LIQUIDITY AND CAPITAL RESOURCES
Net cash provided by operations for the three months ended
December 31, 1996 was $13,316 compared to net cash used by operations of
$(52,237) for the three months ended December 31, 1995. The net cash
provided this period was primarily attributable to the reduction of
deposits $43,095 from year end September 30, 1996 off set by a reduction
in accounts payable by ($31,170). This is part of a continuing effort of
the company to pay down all its short and long term liabilities.

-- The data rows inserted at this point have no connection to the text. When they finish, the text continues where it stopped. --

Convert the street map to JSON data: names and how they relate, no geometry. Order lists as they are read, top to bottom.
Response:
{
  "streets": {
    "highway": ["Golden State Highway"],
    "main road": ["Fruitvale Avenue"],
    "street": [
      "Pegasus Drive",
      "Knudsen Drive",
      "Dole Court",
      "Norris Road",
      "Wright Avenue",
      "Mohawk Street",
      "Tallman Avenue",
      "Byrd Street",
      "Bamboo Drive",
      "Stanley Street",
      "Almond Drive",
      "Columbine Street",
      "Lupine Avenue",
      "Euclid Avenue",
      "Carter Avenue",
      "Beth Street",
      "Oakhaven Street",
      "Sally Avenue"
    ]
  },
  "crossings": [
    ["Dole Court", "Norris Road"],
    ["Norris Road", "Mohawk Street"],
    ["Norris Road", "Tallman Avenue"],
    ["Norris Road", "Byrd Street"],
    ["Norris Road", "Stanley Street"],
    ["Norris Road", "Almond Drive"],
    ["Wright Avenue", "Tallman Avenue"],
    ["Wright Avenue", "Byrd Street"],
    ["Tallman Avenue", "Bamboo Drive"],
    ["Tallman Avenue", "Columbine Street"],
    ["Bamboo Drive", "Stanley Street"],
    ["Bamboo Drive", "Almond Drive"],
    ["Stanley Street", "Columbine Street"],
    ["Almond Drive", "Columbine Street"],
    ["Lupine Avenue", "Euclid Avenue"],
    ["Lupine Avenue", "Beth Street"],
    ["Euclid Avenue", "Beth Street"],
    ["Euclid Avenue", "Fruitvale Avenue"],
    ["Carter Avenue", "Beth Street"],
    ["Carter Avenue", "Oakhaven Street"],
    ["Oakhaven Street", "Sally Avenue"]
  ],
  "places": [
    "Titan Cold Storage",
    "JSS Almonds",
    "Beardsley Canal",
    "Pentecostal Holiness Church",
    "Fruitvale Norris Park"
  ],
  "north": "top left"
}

At December 31, 1996, the Company had total current assets of
$188,176 and total assets of $5,722,368 as compared to total current
assets of approximately $162,763 and total assets of approximately
$5,277,993 at September 30, 1996. The increase primarily relates to the
four Popeye's store acquisition in Birmingham, Alabama for $400,000 in
preferred Class A stock and $50,000 in cash offset by the selling of one
store in a sale lease-back transaction.
Net cash used by financing activities was $(16,179) for the three
months ended December 31, 1996 compared to net cash provided by
financing activity for the months ended December 31, 1995 of $336,046.
The company paid off its primary debt as of September 30, 1996 in the
amount of approximately $1,400,000 and is continuing to pay down its
remaining outstanding notes.
The Company will obtain the necessary capital to continue its
future expansion plans as each acquisition presents itself. The company
will continue to manage its current cash flows from operations in order
to position itself for the planned growth.
FUTURE GROWTH AND EXPANSION:
The Company continues with its plan to acquire other food brands
to match with its Sobiks Subs brand in a co-branding environment.
Additionally, the Company will acquire more Popeyes Chicken restaurants
as opportunities present themselves. See the September 30, 1996 annual
10-KSB for further discussion on the Company's future growth and plans
of expansion.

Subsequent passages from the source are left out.